As a next step, I will analyze the Regshot logs to determine which registry values were modified and which files were added. This will help me understand the actions of the process — whether it replicated itself or installed another executable from the C2 server
Regshot Analysis:
After being unable to find any clear leads on what the malicious program did, I decided to check the registry changes recorded in the Regshot logs. This will help me identify any values added by the portable executable. By examining these changes, I hope to gain insight into the program's behavior, such as whether it is attempting to establish persistence by hiding in Software\Windows\CurrentVersion\Run\ that I saw earlier in the string analysis
Upon analyzing the registry values in the Regshot output, I discovered that the malicious program created a file called update.exe under the C:\Windows folder.
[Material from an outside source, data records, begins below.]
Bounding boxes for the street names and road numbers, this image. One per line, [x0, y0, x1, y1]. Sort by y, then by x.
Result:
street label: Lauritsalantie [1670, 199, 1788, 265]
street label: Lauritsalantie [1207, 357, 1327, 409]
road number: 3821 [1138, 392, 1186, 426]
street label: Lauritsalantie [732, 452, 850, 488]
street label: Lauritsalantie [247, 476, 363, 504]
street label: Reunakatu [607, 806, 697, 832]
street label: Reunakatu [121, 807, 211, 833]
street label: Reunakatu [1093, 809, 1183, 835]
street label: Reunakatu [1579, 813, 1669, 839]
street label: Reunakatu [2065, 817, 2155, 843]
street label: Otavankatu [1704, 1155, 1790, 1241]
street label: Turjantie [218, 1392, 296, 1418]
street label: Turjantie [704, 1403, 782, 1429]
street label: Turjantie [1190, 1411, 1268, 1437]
This is likely a self-replication attempt to maintain persistence, especially since the process seems to have terminated itself. To confirm whether this is a new file or a replication of the original executable, I will calculate the MD5 hash for the update.exe file.
After calculating the MD5 hash, I observed that it matches the hash of the unpacked version of the executable. This indicates that the file is a replica of itself, likely created to maintain persistence and ensure it launches at system startup.
- PROCDOT ANALYSIS:
- Observations:
Malware Process: financials.exe (PID: 1660) is the originating process.
- Registry Persistence:
Key: HKCU\Software\Microsoft\Windows\CurrentVersion\Run Value: Windows update loader → Points to C:\Windows\xpupdate.exe
- File Creation:
C:\Windows\xpupdate.exe C:\Users\Pawn\AppData\Roaming\Install.dat
Thread Spawning:
PIDs 1768 and 3676. Behavior: The process terminates itself for anti-analysis, which is why it doesn't appear in Process Explorer.
I can confirm that it created update.exe first by using the Process monitor in ProcDot feature. This allowed us to track the process from start to finish, revealing its creation of update.exe.
After creating the update.exe file, the malware modifies the HKCU\Software\Microsoft\Windows\CurrentVersion\Run registry key (value: Windows update loader) to enable auto-start. It then creates the install.dat file.
After creating the install.dat file it sent an http request to this ip address that was found in the string on tcp port 80
The financial.exe received a response from the ip address.
It then write data into install.dat
It then modify the autostart registry key
It then kill own process
- file Aanalysis:
The .dat file that was created is a fakenet page, guess it tried to reach out to the C2 Server and FakeNet redirected the traffic.
- Ip address Analysis
- Network Analysis:
I couldn't find any HTTP or DNS packets that point to the domain found in the string analysis.
- Conclusion:
- • AV Detection:
o The malware sample was detected by various antivirus scanners, including machine learning-based detection for both the submitted sample and dropped file. Persistence and Installation Behavior: • The malware drops executables in the C:\Windows directory and launches them, indicating typical installation behavior aimed at system compromise. • The malware also creates an autostart registry key, pointing to a binary in C:\Windows, ensuring it can survive reboots and maintain persistence.
- Malware Evasion:
• During execution, the malware exhibits stalling behavior and ends with an API Sleep call, a typical evasion tactic designed to delay or hide malicious activities from detection.
- C2 Server Communication:
• The malware attempts to connect to a C2 server located in Canada, as indicated by network traffic analysis. This connection was likely intended for command and control, with the malware potentially awaiting further instructions or data exfiltration.